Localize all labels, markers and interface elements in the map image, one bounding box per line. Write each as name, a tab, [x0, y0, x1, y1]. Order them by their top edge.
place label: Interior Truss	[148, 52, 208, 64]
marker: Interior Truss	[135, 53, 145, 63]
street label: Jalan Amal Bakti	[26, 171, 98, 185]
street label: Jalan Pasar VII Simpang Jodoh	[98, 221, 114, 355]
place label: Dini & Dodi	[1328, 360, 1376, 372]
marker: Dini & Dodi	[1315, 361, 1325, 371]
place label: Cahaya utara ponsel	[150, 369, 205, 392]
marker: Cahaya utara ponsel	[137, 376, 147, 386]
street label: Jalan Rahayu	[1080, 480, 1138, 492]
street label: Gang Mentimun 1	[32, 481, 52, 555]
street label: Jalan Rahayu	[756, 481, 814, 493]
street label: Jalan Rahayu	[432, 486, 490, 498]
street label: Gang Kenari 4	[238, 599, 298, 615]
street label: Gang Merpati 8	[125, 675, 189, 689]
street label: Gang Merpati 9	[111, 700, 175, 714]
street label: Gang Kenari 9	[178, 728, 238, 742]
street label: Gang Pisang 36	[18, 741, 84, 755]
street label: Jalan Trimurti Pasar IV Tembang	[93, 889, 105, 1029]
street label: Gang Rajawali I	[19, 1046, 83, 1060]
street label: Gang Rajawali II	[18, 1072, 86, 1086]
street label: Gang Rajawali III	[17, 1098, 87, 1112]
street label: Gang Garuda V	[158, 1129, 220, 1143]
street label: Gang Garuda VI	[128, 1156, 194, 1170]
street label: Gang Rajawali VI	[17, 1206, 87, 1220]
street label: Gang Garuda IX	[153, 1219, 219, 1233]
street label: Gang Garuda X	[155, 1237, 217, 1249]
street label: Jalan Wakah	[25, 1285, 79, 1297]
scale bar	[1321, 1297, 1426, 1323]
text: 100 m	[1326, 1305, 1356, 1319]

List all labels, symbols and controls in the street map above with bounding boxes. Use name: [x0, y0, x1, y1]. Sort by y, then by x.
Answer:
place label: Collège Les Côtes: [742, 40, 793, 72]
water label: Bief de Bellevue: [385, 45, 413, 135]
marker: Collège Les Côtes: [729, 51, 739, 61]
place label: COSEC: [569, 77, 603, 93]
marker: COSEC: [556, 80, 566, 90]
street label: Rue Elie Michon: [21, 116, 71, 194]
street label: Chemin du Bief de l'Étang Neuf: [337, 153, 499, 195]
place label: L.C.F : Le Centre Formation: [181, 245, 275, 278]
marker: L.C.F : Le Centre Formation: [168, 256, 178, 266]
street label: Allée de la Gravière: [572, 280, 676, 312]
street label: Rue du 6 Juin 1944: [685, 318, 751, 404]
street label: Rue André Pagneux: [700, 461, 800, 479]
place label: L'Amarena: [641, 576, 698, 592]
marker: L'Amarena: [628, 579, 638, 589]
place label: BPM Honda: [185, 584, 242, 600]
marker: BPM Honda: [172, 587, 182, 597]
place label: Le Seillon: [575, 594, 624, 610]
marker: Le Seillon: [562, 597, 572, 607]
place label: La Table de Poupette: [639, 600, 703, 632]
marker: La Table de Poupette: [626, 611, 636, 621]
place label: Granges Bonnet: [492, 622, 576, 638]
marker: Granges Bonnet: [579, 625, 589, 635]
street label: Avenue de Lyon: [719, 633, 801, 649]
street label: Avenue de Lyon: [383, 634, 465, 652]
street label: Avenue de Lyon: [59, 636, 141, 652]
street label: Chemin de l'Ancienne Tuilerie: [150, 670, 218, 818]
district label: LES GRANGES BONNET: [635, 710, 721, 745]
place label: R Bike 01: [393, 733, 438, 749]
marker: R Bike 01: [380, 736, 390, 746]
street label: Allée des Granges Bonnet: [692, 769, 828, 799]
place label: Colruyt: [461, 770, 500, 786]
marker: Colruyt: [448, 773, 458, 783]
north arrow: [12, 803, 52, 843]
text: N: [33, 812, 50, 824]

********

■ Task brief:
Repeat exactly the lines of the data from the first one through the line with "List all labels, symbols", both of them included.

■ Answer box:
Localize all labels, markers and interface elements in the map image, one bounding box per line. Write each as name, a tab, [x0, y0, x1, y1]. Order them by their top edge.
place label: Interior Truss	[148, 52, 208, 64]
marker: Interior Truss	[135, 53, 145, 63]
street label: Jalan Amal Bakti	[26, 171, 98, 185]
street label: Jalan Pasar VII Simpang Jodoh	[98, 221, 114, 355]
place label: Dini & Dodi	[1328, 360, 1376, 372]
marker: Dini & Dodi	[1315, 361, 1325, 371]
place label: Cahaya utara ponsel	[150, 369, 205, 392]
marker: Cahaya utara ponsel	[137, 376, 147, 386]
street label: Jalan Rahayu	[1080, 480, 1138, 492]
street label: Gang Mentimun 1	[32, 481, 52, 555]
street label: Jalan Rahayu	[756, 481, 814, 493]
street label: Jalan Rahayu	[432, 486, 490, 498]
street label: Gang Kenari 4	[238, 599, 298, 615]
street label: Gang Merpati 8	[125, 675, 189, 689]
street label: Gang Merpati 9	[111, 700, 175, 714]
street label: Gang Kenari 9	[178, 728, 238, 742]
street label: Gang Pisang 36	[18, 741, 84, 755]
street label: Jalan Trimurti Pasar IV Tembang	[93, 889, 105, 1029]
street label: Gang Rajawali I	[19, 1046, 83, 1060]
street label: Gang Rajawali II	[18, 1072, 86, 1086]
street label: Gang Rajawali III	[17, 1098, 87, 1112]
street label: Gang Garuda V	[158, 1129, 220, 1143]
street label: Gang Garuda VI	[128, 1156, 194, 1170]
street label: Gang Rajawali VI	[17, 1206, 87, 1220]
street label: Gang Garuda IX	[153, 1219, 219, 1233]
street label: Gang Garuda X	[155, 1237, 217, 1249]
street label: Jalan Wakah	[25, 1285, 79, 1297]
scale bar	[1321, 1297, 1426, 1323]
text: 100 m	[1326, 1305, 1356, 1319]

List all labels, symbols and controls in the street map above with bounding boxes. Use name: [x0, y0, x1, y1]. Sort by y, then by x.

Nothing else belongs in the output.